Neurotransmitter; amino acides, amine and peptides.
Location; neuron to neuron, neuron to muscle/gland.


In which part of the neuron are amino acid and amine neurotransmitters packaged?
In which part of the cell are peptides packaged into secretory granules?

In the terminals.
In the nucleus.


What is the difference in the effect on post-synaptic membrane potential of excitatory and inhibitory neurotransmitter?

Excitatory neurotransmitter causes sodium influx and causes membrane depolarisation.
Inhibitory neurotransmitters cause influx on calcium ions, which lowers the membrane potential to approximately -65mV following depolarisation or keeps the membrane potential at -65mV


What does the size of the post-synaptic membrane potential depend on?

As all vesicles are approximately 50nm in diameter, they contain approximately the same size of neurotransmitter. Hence, the size of post-synaptic potential depends on the number of vesicles released.


Which is true?
Excitatory neurotransmitter causes opening of sodium-specific channels in the post-synaptic cells or
Excitatory neurotransmitter causes opening of non-specific cation channels?

Non-specific cation channels. Only sodium has an effect on depolarisation, however, as potassium ions are always open anyway.


How can neurotransmitter be removed from the synapse?

Three ways:
- Neurotransmitter diffuses away
- Re-uptake of neurotransmitter by pre-synaptic neuron
- Digestion of neurotransmitter, e.g. digestion of acetylcholine by acetylcholinesterase.


Signals propagate in one direction/bidirectionally in neurons and decay/grow over distance.

Bidirectionally, decay.


Most dendrites use passive conduction, though some utilise active conduction. What is the difference between the two?

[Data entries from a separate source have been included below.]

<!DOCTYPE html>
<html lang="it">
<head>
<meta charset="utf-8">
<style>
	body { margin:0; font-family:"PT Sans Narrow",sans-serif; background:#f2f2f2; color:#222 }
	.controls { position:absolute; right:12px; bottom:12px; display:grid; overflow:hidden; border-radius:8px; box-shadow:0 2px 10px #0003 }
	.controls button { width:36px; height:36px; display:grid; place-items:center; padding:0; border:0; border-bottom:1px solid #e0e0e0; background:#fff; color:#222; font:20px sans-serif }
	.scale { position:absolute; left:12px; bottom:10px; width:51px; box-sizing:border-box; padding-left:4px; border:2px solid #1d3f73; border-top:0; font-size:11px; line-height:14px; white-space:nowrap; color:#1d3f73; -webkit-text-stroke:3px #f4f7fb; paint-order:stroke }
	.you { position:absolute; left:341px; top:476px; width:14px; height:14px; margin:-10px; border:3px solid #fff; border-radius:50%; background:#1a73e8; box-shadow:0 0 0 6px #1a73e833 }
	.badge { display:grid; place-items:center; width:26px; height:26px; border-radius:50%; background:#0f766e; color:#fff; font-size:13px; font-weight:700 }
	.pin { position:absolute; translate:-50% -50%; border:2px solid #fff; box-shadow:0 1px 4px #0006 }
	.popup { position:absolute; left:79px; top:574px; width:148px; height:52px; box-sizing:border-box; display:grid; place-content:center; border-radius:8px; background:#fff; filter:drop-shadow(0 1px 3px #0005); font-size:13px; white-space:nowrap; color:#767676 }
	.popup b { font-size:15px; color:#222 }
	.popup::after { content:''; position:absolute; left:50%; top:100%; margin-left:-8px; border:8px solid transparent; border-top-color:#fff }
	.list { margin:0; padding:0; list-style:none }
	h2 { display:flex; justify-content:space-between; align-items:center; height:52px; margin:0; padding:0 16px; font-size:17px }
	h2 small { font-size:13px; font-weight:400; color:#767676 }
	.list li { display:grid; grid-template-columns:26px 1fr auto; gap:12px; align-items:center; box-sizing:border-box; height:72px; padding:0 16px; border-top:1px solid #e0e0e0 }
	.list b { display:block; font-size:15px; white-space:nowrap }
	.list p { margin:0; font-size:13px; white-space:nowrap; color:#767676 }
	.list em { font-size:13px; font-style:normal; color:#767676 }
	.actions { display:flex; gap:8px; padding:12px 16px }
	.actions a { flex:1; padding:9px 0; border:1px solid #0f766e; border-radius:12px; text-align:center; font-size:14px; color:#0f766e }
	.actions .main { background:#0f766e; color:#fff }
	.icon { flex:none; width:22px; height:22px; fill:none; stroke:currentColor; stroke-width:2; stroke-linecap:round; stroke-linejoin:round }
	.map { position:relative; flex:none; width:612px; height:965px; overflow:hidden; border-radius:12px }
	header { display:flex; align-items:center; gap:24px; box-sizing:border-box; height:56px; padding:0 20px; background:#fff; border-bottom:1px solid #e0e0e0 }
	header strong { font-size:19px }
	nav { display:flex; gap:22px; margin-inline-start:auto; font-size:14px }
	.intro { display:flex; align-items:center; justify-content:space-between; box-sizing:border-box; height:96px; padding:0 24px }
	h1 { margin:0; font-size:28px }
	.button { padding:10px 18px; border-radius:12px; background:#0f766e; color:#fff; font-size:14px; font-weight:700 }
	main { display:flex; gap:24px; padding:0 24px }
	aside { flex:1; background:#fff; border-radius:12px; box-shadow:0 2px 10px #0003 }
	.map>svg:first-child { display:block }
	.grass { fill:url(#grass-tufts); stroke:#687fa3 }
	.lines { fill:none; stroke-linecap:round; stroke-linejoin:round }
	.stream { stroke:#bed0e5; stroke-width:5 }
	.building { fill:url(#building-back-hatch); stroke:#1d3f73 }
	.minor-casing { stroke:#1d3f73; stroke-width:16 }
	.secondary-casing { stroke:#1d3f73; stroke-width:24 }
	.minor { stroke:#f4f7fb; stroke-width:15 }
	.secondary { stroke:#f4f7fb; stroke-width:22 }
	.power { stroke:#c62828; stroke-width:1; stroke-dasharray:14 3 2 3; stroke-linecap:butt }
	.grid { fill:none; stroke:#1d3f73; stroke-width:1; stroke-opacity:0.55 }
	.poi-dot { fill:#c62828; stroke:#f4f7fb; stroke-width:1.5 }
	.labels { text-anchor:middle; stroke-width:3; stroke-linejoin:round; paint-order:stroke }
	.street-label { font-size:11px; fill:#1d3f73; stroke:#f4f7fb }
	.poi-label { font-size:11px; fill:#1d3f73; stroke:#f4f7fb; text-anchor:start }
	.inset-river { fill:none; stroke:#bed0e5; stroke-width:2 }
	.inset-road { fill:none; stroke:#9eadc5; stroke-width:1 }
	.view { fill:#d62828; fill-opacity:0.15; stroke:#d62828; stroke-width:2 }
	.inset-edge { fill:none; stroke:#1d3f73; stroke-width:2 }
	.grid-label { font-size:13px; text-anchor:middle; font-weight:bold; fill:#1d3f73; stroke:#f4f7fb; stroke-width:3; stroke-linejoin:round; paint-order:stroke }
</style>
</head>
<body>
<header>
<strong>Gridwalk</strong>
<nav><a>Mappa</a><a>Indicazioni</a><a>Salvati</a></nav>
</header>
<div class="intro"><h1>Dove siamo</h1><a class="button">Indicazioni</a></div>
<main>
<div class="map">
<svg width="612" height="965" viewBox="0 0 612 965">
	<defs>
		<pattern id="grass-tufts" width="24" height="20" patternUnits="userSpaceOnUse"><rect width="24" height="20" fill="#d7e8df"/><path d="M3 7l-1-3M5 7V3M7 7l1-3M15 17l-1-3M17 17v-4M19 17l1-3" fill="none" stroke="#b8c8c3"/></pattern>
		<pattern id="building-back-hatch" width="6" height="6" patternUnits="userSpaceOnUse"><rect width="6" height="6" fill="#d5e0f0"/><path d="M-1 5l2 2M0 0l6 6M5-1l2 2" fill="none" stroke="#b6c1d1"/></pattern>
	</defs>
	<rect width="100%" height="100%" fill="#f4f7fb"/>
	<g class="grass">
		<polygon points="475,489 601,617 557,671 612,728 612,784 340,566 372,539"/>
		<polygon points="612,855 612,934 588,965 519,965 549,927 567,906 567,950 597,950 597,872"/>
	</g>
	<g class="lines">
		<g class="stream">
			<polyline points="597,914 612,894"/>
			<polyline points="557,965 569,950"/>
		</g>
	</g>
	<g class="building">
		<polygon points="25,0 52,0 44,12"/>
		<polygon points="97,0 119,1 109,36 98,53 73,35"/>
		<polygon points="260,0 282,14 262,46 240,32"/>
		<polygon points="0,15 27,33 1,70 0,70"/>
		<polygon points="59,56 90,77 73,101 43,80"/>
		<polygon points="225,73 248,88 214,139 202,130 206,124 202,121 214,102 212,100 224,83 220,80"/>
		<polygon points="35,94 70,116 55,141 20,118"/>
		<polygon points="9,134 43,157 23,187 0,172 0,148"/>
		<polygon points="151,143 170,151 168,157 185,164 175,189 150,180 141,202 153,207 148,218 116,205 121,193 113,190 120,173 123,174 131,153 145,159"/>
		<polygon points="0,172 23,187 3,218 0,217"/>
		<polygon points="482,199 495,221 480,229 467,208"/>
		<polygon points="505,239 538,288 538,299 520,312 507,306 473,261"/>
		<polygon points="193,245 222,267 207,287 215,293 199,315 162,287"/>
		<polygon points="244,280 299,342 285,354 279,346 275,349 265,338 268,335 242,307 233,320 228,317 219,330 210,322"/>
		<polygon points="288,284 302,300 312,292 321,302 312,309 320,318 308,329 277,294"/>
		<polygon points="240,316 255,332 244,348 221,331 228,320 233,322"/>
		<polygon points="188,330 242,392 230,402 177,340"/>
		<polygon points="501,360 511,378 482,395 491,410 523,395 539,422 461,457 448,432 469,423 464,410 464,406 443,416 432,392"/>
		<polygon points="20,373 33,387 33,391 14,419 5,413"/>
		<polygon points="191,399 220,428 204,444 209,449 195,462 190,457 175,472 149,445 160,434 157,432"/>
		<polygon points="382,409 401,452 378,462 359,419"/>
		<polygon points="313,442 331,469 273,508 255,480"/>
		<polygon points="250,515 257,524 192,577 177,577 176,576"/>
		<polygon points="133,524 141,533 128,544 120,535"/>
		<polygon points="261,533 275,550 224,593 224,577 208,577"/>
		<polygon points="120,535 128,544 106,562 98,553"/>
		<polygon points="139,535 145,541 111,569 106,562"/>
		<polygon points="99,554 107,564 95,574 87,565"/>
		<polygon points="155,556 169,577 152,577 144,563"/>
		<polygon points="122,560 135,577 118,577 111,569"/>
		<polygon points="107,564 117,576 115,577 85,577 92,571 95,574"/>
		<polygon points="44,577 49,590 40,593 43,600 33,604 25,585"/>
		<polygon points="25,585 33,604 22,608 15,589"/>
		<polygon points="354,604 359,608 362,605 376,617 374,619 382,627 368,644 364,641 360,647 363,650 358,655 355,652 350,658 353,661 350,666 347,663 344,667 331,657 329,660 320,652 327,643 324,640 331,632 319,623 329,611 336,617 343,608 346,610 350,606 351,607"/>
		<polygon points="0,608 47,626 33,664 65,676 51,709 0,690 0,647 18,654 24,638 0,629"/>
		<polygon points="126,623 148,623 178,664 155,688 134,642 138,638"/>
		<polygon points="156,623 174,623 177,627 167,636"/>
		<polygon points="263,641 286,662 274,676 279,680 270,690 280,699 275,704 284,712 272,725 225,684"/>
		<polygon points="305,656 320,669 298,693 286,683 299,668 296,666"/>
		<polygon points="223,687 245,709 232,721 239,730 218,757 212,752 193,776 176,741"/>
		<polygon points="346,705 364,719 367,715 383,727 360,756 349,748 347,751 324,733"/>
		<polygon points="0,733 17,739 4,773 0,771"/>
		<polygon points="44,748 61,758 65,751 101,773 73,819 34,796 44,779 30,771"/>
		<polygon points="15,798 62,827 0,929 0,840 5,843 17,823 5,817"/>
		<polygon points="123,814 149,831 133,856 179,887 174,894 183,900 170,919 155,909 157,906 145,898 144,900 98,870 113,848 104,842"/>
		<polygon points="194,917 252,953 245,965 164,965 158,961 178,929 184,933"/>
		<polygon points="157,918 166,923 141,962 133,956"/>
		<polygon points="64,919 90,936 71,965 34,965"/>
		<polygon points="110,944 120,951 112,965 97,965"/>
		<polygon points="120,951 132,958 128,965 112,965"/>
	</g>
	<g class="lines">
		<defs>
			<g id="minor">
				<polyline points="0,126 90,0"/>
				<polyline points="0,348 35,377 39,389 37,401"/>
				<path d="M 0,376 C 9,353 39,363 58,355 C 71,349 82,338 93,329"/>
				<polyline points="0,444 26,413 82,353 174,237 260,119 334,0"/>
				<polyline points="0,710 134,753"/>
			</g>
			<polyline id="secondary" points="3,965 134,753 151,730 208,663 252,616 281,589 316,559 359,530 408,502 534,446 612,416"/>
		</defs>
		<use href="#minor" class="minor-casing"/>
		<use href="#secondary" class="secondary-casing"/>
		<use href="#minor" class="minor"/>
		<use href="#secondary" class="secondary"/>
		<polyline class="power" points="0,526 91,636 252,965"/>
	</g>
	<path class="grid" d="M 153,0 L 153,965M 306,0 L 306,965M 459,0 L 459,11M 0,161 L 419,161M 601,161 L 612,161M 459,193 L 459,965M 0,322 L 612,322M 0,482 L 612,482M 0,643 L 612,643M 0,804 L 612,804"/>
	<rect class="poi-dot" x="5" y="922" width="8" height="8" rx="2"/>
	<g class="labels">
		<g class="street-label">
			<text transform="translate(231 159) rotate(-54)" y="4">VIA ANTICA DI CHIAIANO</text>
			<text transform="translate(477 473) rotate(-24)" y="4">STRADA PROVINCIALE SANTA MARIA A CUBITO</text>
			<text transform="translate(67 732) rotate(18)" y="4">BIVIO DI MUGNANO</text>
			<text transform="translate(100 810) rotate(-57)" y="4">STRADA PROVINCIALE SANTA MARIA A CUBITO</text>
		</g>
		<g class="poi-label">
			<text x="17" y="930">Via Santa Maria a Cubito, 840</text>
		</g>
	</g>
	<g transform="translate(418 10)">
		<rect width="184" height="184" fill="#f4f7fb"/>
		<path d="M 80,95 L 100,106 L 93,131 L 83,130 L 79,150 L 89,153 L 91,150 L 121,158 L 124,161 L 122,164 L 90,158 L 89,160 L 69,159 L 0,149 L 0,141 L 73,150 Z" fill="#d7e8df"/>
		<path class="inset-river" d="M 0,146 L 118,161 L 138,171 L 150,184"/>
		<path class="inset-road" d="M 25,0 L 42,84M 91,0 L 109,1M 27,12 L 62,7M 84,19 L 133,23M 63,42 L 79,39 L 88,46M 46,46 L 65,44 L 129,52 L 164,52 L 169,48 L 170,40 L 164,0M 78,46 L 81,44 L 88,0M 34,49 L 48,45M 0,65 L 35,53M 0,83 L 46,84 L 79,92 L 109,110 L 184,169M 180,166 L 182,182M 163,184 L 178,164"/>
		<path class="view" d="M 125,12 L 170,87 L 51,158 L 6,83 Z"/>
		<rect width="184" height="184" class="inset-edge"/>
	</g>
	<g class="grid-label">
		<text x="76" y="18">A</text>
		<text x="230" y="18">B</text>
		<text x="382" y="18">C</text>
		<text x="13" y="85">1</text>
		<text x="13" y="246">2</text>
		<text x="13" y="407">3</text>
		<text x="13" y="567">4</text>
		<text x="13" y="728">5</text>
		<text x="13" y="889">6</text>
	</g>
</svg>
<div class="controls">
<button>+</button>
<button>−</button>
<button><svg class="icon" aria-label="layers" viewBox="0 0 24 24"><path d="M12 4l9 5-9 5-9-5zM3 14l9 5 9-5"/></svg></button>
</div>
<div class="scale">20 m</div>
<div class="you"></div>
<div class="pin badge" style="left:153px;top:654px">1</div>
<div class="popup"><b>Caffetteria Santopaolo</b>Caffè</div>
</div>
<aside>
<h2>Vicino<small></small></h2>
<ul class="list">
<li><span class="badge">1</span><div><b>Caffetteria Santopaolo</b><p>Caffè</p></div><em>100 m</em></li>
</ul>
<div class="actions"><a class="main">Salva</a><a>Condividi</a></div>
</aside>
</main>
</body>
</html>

Passive conduction depends exponentially with distance due to leak across membranes through K2P channels. Active conduction depends on voltage-gated channels which boost membrane depolarisations. This is not as reliable as action potentials and does not cause as much depolarisation.

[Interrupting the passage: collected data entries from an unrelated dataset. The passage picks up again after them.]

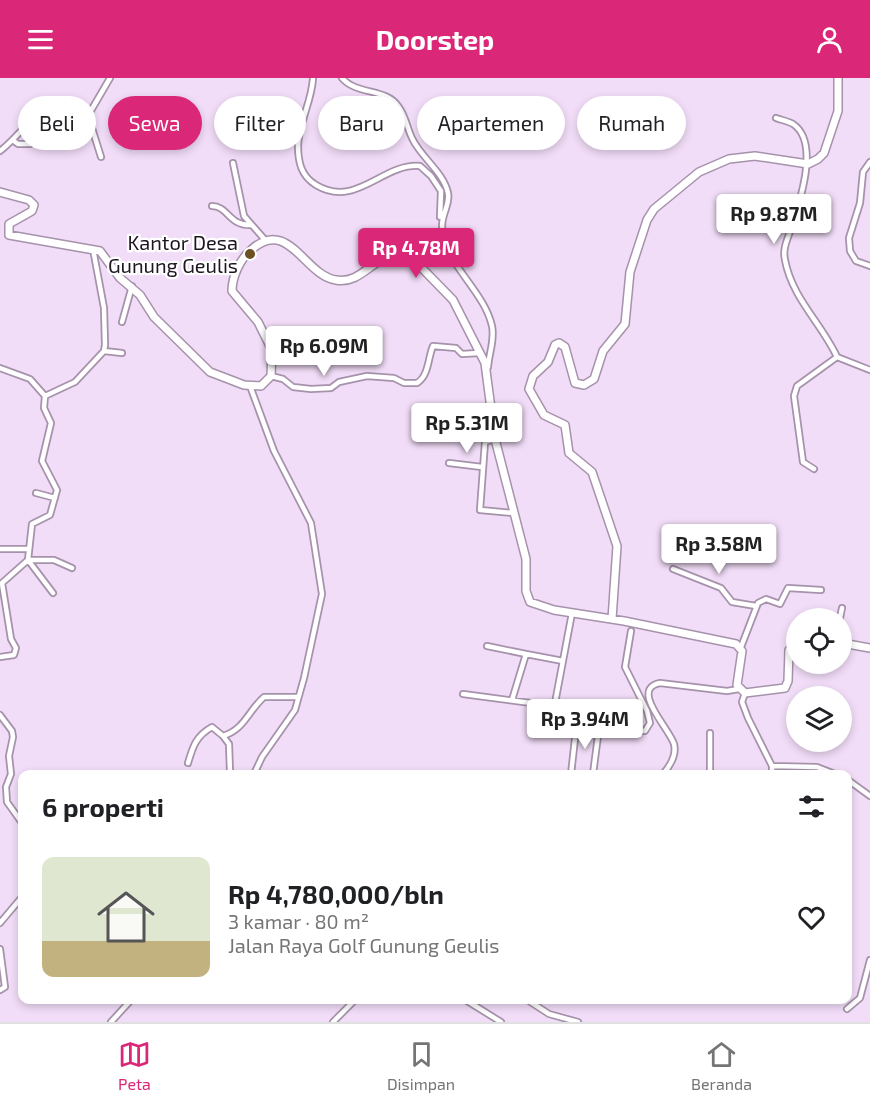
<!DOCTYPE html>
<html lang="id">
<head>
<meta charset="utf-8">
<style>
	body { margin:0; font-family:"Exo 2",sans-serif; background:#f2f2f2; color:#202124; height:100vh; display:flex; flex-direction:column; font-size:22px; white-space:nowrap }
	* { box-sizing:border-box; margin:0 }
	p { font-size:20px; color:#757577 }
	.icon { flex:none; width:33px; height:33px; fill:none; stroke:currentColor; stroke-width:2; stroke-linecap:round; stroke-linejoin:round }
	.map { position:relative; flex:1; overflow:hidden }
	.side { position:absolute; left:18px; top:692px; width:834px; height:234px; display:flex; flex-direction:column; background:#fff; border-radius:12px; box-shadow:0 3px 9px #0003 }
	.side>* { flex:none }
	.guide { position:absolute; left:18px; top:18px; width:834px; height:54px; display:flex; gap:12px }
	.buttons { position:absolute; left:786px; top:530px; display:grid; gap:12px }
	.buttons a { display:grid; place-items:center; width:66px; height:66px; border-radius:50%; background:#fff; box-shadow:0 3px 9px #0003; font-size:30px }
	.price { position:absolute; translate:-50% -51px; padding:0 14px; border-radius:6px; background:#fff; color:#222; font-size:20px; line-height:39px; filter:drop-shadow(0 2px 3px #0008) }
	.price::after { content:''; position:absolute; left:50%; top:36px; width:18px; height:14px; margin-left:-9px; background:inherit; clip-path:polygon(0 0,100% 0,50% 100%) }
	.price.current { background:#db2777; color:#fff }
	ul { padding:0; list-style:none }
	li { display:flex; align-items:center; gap:18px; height:150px; padding:0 24px }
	li span { display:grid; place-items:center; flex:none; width:168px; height:120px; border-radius:12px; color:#555 }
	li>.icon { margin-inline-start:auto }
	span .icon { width:72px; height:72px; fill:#fffc; stroke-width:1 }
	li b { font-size:26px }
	h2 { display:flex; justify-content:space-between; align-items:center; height:72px; padding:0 24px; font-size:26px }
	.pill { padding:0 21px; border-radius:27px; background:#fff; box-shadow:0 3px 9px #0003; font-size:21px; line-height:54px }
	.pill.current { background:#db2777; color:#fff }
	header { display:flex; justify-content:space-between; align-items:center; height:78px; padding:0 24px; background:#db2777; color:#fff; font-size:27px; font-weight:700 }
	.tab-bar { display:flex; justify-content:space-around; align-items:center; height:84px; border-top:2px solid #e0e0e0; background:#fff; font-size:16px; color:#757577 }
	.tab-bar a { display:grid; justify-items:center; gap:3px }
	.tab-bar .current { color:#db2777 }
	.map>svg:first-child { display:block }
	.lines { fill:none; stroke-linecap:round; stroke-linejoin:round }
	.street-casing { stroke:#a692ab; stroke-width:8 }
	.secondary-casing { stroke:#a692ab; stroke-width:10 }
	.street { stroke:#fff; stroke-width:4.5 }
	.secondary { stroke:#fff; stroke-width:7 }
	.poi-dot { fill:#6d5124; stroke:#fff; stroke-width:2 }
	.labels { text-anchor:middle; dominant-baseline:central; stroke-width:4.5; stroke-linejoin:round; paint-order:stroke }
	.poi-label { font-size:20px; fill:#1d151f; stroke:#fff; text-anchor:end }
</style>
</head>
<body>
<header><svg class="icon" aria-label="menu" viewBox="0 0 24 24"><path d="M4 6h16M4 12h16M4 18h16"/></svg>Doorstep<svg class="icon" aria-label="person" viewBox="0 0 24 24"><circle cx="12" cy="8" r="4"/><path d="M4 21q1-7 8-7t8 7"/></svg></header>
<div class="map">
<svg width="870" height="944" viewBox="0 0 870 944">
	<rect width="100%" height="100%" fill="#f2ddf8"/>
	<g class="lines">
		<defs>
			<path id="street" d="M313,0c-1,23 -14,44 -15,67 0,17 3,31 18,40 40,24 66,-22 104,-19l11,10 10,15 -1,26
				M342,0c14,17 44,10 56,28 8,10 9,23 15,34 9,18 31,33 35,53 3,15 -12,24 -3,49 10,30 40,53 47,84 3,14 -3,27 -4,41
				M776,40c5,2 12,3 17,6 27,18 7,77 -1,101 -3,12 -10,22 -7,35 7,38 37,64 52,97
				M91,47l-2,-11 21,-36
				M14,63l4,3h12l61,-19 10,32
				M0,73c17,-13 27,-30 45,-42
				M870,84l-7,10 -3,31 -11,35 1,13 6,10 14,5
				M233,85l11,53 22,25
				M212,128c16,0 17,20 39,19
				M122,244l10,-36
				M104,273l18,2
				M0,290l30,11 15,17
				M271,298l12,3 10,8 18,2 20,-1 8,-6 28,-6 27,2 10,5h13c12,-7 11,-26 16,-37l23,2 6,6 17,-1
				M250,308l24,65 37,72 11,71 -18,84 -9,32 -33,47 -8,17
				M495,361l-10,3 -5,68 34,3
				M449,385l33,4
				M814,391l-11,-7 -9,-66 3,-10 40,-29 33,13
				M36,415l19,5
				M0,471h28
				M673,491l48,19 11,14 24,4
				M53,515l-25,-33h26l18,8
				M812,540h9
				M840,540l2,-10
				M487,568l39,8
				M741,569l17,-44 8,-4 14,5 8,-16 33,2
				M0,579l14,-2 2,-7 -5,-9 -9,-56 26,-23 4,-36 18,-9 7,-25 -15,-29 9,-38 -7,-15 1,-12 30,-14 29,-31 1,-6 -1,-37 -11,-59
				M745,615l-3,9 6,16 24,48v8
				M463,616l83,11 9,-2 17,-90
				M512,622l14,-46 37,7
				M0,637l12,16 1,6 -4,19 2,18 -5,13 1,15 15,21
				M223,658l6,8 1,28
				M188,685c5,-17 8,-27 24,-36l11,9c22,-7 25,-25 41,-39h34
				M772,688l45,1 18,7
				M571,696l5,-44
				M593,696l6,-46 46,3 5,-8 -3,-12 -22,-44 6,-36
				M663,696c7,-8 14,-18 11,-30 -4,-15 -45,-55 -14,-61l67,8 12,-2
				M710,696v-41
				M848,702l22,16
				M0,845l22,-26
				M0,871l5,38 -5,3
				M464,921l37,23
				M526,921l23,15 29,8
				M847,931l13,-11 10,-38
				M111,944l21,-23
				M333,944l23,-23"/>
			<path id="secondary" d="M0,114l29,8 5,5 -2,6 -23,13v11l91,16 20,27 20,17 14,22 56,55 34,13 17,1 10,-10 1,-26 -14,-28 -26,-31c0,-14 8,-32 19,-41 37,-34 54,26 85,30 22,4 34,-17 53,-24h15l11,5 38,39 32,63 10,76 31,120v32l4,11 24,8 70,11 112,23 6,7 -5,34 8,8 40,-5 3,-7 1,-31 7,-5
				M612,541l5,-73 -25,-74 -23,-19 -4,-28 -21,-10 -15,-26 4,-13 15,-14 7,-17 4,-2 6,4 10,36 9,2 10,-6 9,-28 22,-27 5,-52 17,-52 7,-11 45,-37 30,-13 26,-3 53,8 10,-5 6,-6 14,-42v-33
				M842,565l28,5"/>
		</defs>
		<use href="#street" class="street-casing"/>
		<use href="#secondary" class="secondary-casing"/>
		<use href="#street" class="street"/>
		<use href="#secondary" class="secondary"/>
	</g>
	<circle class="poi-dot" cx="250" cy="176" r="6"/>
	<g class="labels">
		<g class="poi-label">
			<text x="238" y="164">Kantor Desa<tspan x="238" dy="23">Gunung Geulis</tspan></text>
		</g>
	</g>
</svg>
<div class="buttons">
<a><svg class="icon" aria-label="locate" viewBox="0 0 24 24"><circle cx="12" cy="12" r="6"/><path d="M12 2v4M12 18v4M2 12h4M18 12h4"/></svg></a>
<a><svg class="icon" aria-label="layers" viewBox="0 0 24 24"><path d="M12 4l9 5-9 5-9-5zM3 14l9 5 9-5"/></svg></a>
</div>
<b class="price" style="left:774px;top:167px">Rp 9.87M</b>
<b class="price current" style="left:416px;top:201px">Rp 4.78M</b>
<b class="price" style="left:324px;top:299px">Rp 6.09M</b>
<b class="price" style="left:467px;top:376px">Rp 5.31M</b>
<b class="price" style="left:719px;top:497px">Rp 3.58M</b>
<b class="price" style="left:585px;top:672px">Rp 3.94M</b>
<div class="guide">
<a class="pill">Beli</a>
<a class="pill current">Sewa</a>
<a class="pill">Filter</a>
<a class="pill">Baru</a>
<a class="pill">Apartemen</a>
<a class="pill">Rumah</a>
</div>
<section class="side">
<h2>6 properti<svg class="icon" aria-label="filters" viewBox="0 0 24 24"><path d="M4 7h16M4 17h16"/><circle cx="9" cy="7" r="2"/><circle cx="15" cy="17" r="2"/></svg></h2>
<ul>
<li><span style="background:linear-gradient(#dfe7d0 70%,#c2b280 0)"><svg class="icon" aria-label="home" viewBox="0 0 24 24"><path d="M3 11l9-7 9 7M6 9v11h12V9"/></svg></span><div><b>Rp 4,780,000/bln</b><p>3 kamar · 80 m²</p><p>Jalan Raya Golf Gunung Geulis</p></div><svg class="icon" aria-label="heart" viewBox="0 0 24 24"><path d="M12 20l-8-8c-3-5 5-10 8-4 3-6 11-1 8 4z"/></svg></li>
</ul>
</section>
</div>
<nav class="tab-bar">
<a class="current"><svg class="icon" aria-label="map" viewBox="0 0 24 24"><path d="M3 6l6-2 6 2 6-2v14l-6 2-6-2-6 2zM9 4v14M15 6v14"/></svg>Peta</a>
<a><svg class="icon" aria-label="saved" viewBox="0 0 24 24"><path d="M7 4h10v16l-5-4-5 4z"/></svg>Disimpan</a>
<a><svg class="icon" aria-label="home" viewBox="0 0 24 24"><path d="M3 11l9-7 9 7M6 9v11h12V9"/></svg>Beranda</a>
</nav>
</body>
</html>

How can the EPSP be altered to increase its chance of producing an action potential as the EPSP source is moved further from the soma?

The initial EPSP (depolarisation) can be increased. As the depolarisation decreases exponentially, by increasing initial depolarisation, the decay is reduced and membrane depolarisation remains the same.


The trigger zone for AP is at the:
- axon hillock/cell body/dendrites
and have the lowest/highest threshold for initiation of AP.

Axon hillock


What makes the trigger zone have the lowest threshold for AP initiation?

The high density of Navs.


What determines the size of EPSPs?

Size of initial depolarisation and decay and the threshold at the trigger zone.


How does shunting inhibition stop EPSP from propagating?

It causes Cl ion influx, which counteracts the influx of Na ions and so there is no relative change in charge and hence, no depolarisation.


What does the length constant, lander, depends on?

Thickness and length of axon (internal resistance) and membrane resistance.


Is back propagation possible in dendrites? Why is it important?

Basis of learning- provides a signal to dendritic synapses that an anterograde spike has occurred, which strengthens synapses.


Are all vesicles released at once when AP reaches the axon terminal?



In what part of the nervous system are pre-synaptic inhibition and post-synaptic inhibition normally found?

In the sensory system.


How far apart do two stimuli need to be (in time) to produce two separate peaks and not summate?



What is the difference in effect of paired-pulsation in synapses where the probability of vesicle release is much lower than 1 and in synapses where the probability of vesicle release is close to 1?

1: Most vesicles have been used up from first stimulus, leaving very few for the second, and so inhibition occurs, whereby the second stimulus produces a low EPSP.


What is the result of noredrenaline binding to its receptor in metabotrobic modulation?

Close potassium channels, reducing leakage of current, increasing the distance constant.